Des financements publics en voie d’épuisement
Si l’on se reporte à 2007, dernière année « normale » avant la flambée du prix du baril qui avait culminé en août 2008 (juste avant le déclenchement de la crise financière des subprimes, en septembre de la même année) on constate que les revenus et les dépenses du budget de l’Etat algérien – dépenses courantes + dépenses d’investissement – dégageaient encore un excédent de 4,4 % du PIB (l’équivalent de près de $ 6 mds en dollars courants et au taux de change de 2007) à la fin de l’exercice. Cette année là, le prix moyen du pétrole algérien avait été de 75 $ le baril. Et les dépenses d’investissement de l’Etat, dans le cadre du programme 2005/2006 dit « des 100 milliards de dollars », s’étaient élevées à 15,5 % du PIB.
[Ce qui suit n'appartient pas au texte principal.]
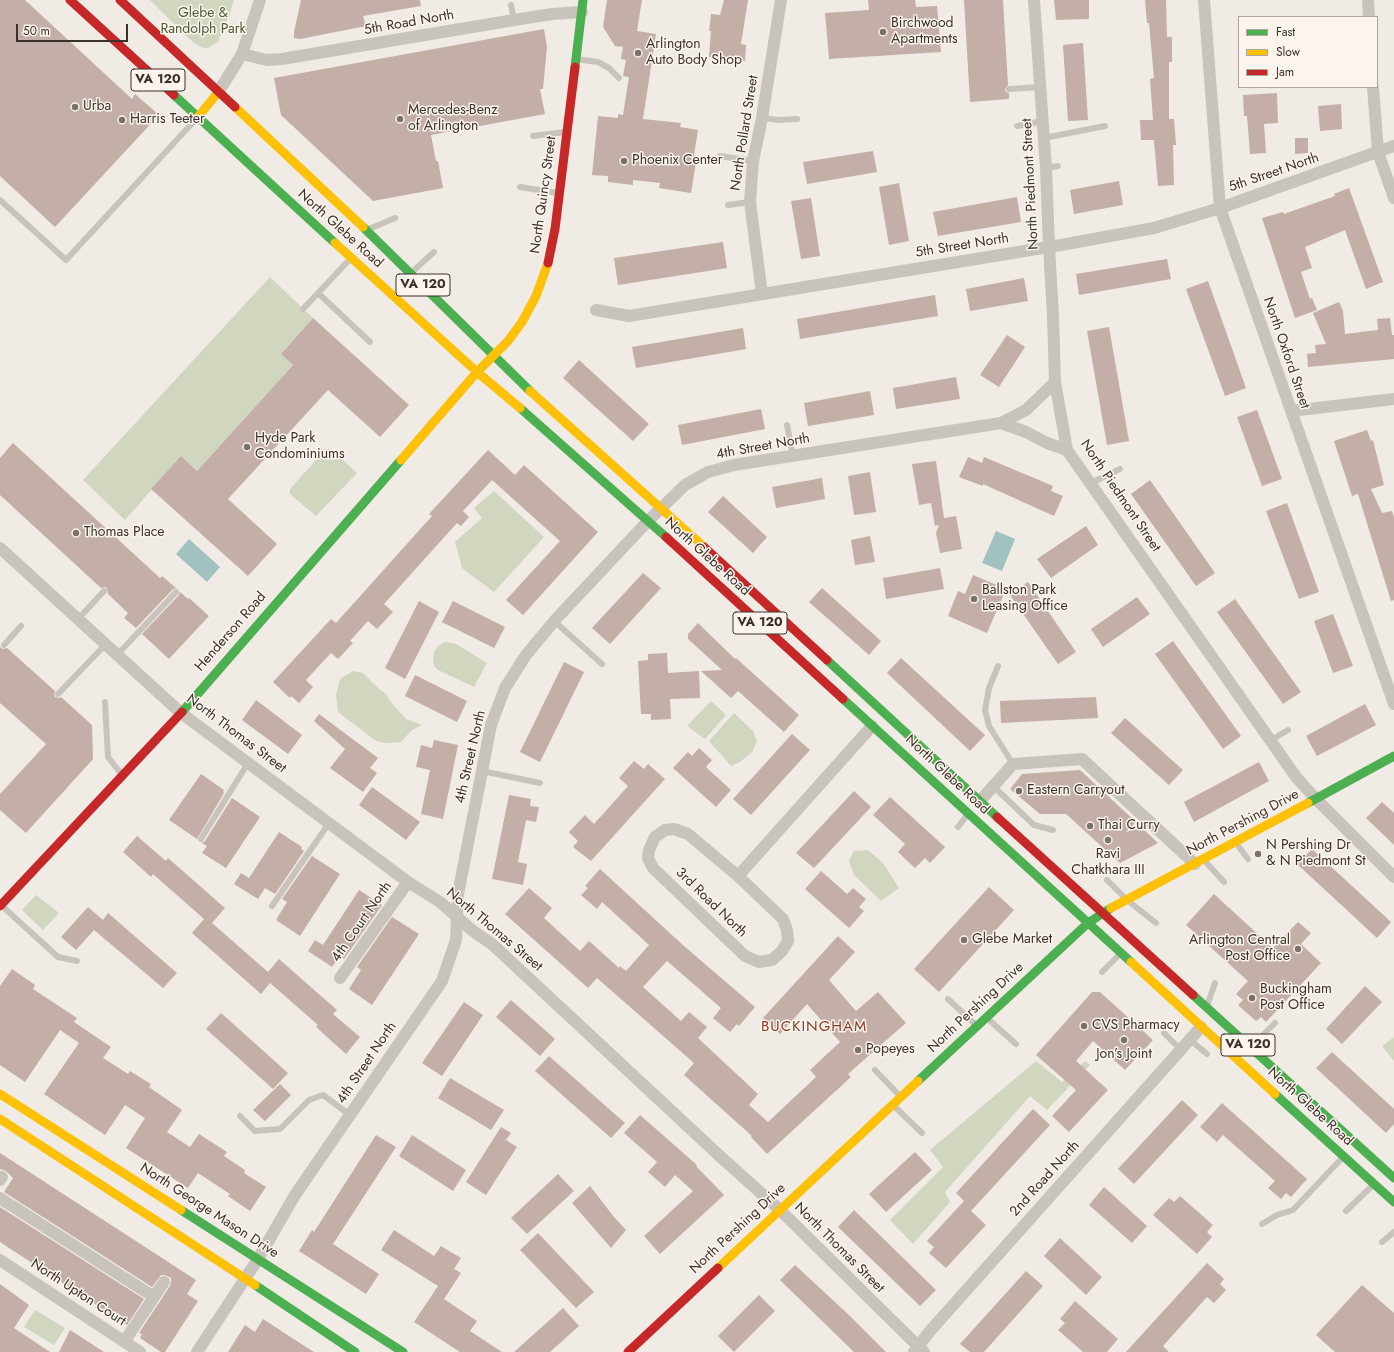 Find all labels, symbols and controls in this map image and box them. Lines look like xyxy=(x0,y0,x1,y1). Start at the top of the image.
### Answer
park label: Glebe & Randolph Park xyxy=(160,6,246,38)
street label: 5th Road North xyxy=(363,7,455,39)
scale bar xyxy=(18,16,130,42)
place label: Birchwood Apartments xyxy=(891,16,958,48)
legend xyxy=(1238,16,1378,88)
text: 50 m xyxy=(23,22,50,40)
text: Fast xyxy=(1276,23,1295,41)
marker: Birchwood Apartments xyxy=(878,27,888,37)
place label: Arlington Auto Body Shop xyxy=(646,37,742,70)
text: Slow xyxy=(1276,43,1300,61)
marker: Arlington Auto Body Shop xyxy=(633,48,643,58)
text: Jam xyxy=(1276,63,1294,81)
road number: VA 120 xyxy=(131,69,185,91)
street label: North Pollard Street xyxy=(728,74,762,192)
place label: Urba xyxy=(83,99,111,115)
marker: Urba xyxy=(70,102,80,112)
place label: Mercedes-Benz of Arlington xyxy=(408,103,498,136)
place label: Harris Teeter xyxy=(130,112,205,128)
marker: Mercedes-Benz of Arlington xyxy=(395,114,405,124)
marker: Harris Teeter xyxy=(117,115,127,125)
street label: North Piedmont Street xyxy=(1019,118,1043,250)
street label: North Quincy Street xyxy=(527,135,561,255)
street label: 5th Street North xyxy=(1227,150,1321,196)
place label: Phoenix Center xyxy=(632,153,722,169)
marker: Phoenix Center xyxy=(619,156,629,166)
street label: North Glebe Road xyxy=(294,186,386,272)
street label: 5th Street North xyxy=(914,230,1010,262)
road number: VA 120 xyxy=(396,274,450,296)
street label: North Oxford Street xyxy=(1259,295,1313,411)
place label: Hyde Park Condominiums xyxy=(255,431,345,464)
street label: 4th Street North xyxy=(715,431,811,463)
street label: North Piedmont Street xyxy=(1076,437,1164,555)
marker: Hyde Park Condominiums xyxy=(242,442,252,452)
street label: North Glebe Road xyxy=(661,514,753,600)
place label: Thomas Place xyxy=(84,525,165,541)
marker: Thomas Place xyxy=(71,528,81,538)
place label: Ballston Park Leasing Office xyxy=(982,583,1068,616)
street label: Henderson Road xyxy=(192,589,270,675)
marker: Ballston Park Leasing Office xyxy=(969,594,979,604)
road number: VA 120 xyxy=(733,612,787,634)
street label: North Thomas Street xyxy=(183,691,289,777)
street label: 4th Street North xyxy=(452,709,490,805)
street label: North Glebe Road xyxy=(901,732,993,818)
place label: Eastern Carryout xyxy=(1027,783,1125,799)
marker: Eastern Carryout xyxy=(1014,786,1024,796)
street label: North Pershing Drive xyxy=(1184,786,1302,860)
place label: Thai Curry xyxy=(1098,818,1160,834)
marker: Thai Curry xyxy=(1085,821,1095,831)
marker: Ravi Chatkhara III xyxy=(1103,835,1113,845)
place label: N Pershing Dr & N Piedmont St xyxy=(1266,838,1366,870)
place label: Ravi Chatkhara III xyxy=(1071,847,1145,880)
marker: N Pershing Dr & N Piedmont St xyxy=(1253,849,1263,859)
street label: 3rd Road North xyxy=(672,865,750,941)
street label: 4th Court North xyxy=(328,879,396,965)
street label: North Thomas Street xyxy=(442,885,546,975)
place label: Glebe Market xyxy=(972,932,1052,948)
place label: Arlington Central Post Office xyxy=(1189,933,1290,966)
marker: Glebe Market xyxy=(959,935,969,945)
marker: Arlington Central Post Office xyxy=(1293,944,1303,954)
street label: North Pershing Drive xyxy=(925,959,1027,1057)
place label: Buckingham Post Office xyxy=(1260,982,1332,1014)
marker: Buckingham Post Office xyxy=(1247,993,1257,1003)
district label: BUCKINGHAM xyxy=(761,1018,867,1036)
place label: CVS Pharmacy xyxy=(1092,1018,1180,1034)
street label: 4th Street North xyxy=(334,1019,400,1107)
marker: CVS Pharmacy xyxy=(1079,1021,1089,1031)
road number: VA 120 xyxy=(1221,1034,1275,1056)
marker: Jon’s Joint xyxy=(1119,1035,1129,1045)
place label: Popeyes xyxy=(866,1042,915,1058)
marker: Popeyes xyxy=(853,1045,863,1055)
place label: Jon’s Joint xyxy=(1096,1047,1152,1063)
street label: North Glebe Road xyxy=(1264,1064,1356,1150)
street label: 2nd Road North xyxy=(1007,1138,1083,1220)
street label: North George Mason Drive xyxy=(137,1160,281,1262)
street label: North Pershing Drive xyxy=(687,1180,789,1278)
street label: North Thomas Street xyxy=(790,1199,888,1297)
street label: North Upton Court xyxy=(27,1256,129,1330)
La comparaison avec le budget de l’année 2011 est cruelle : l’année dernière, le prix moyen du baril algérien s’est élevé à $ 103. Le solde du budget 2011 n’en n’a pas moins été déficitaire de DA 544 mds (soit 4 % du PIB, $ 7,6 mds environ, au taux de change de 2011). La part du PIB consacrée aux investissements publics a été revue à la baisse : 14 % contre 15,5 % en 2007. Les dépenses courantes, par contre, se sont accrues de 60 % entre 2007 et 2011. La hausse des salaires et l’augmentation des subventions destinées à la stabilisation des prix des produits de première nécessité sont les principaux responsables de cet accroissement, face à une grogne sociale que le régime algérien a ressenti comme une menace de subversion, dans le contexte régional du « printemps arabe ».
Résultat : pour équilibrer son budget 2011 sans avoir recours à l’endettement, le gouvernement s’est résolu, comme il l’avait déjà fait en 2009 (année de crise et de relance) et en 2010, à puiser dans le « Fonds de régulation des recettes pétrolières » FRR. Et il devra probablement faire de même en 2012, bien que la loi de finances 2012 ait sensiblement revu à la baisse les dépenses d’investissement de l’Etat (cf. l’article « Algérie, vers la fin d’une politique budgétaire expansionniste ? » du mois d’octobre 2011). Le FRR est facilement mobilisable puisqu’il est, statutairement, un simple « sous-compte en dinar » du Trésor à la Banque centrale. Il est alimenté par les recettes pétrolières réelles de l’Etat diminuées des recettes pétrolières théoriques, sur la base d’un baril à $ 37 (chiffre retenu dans les dernières lois de finances).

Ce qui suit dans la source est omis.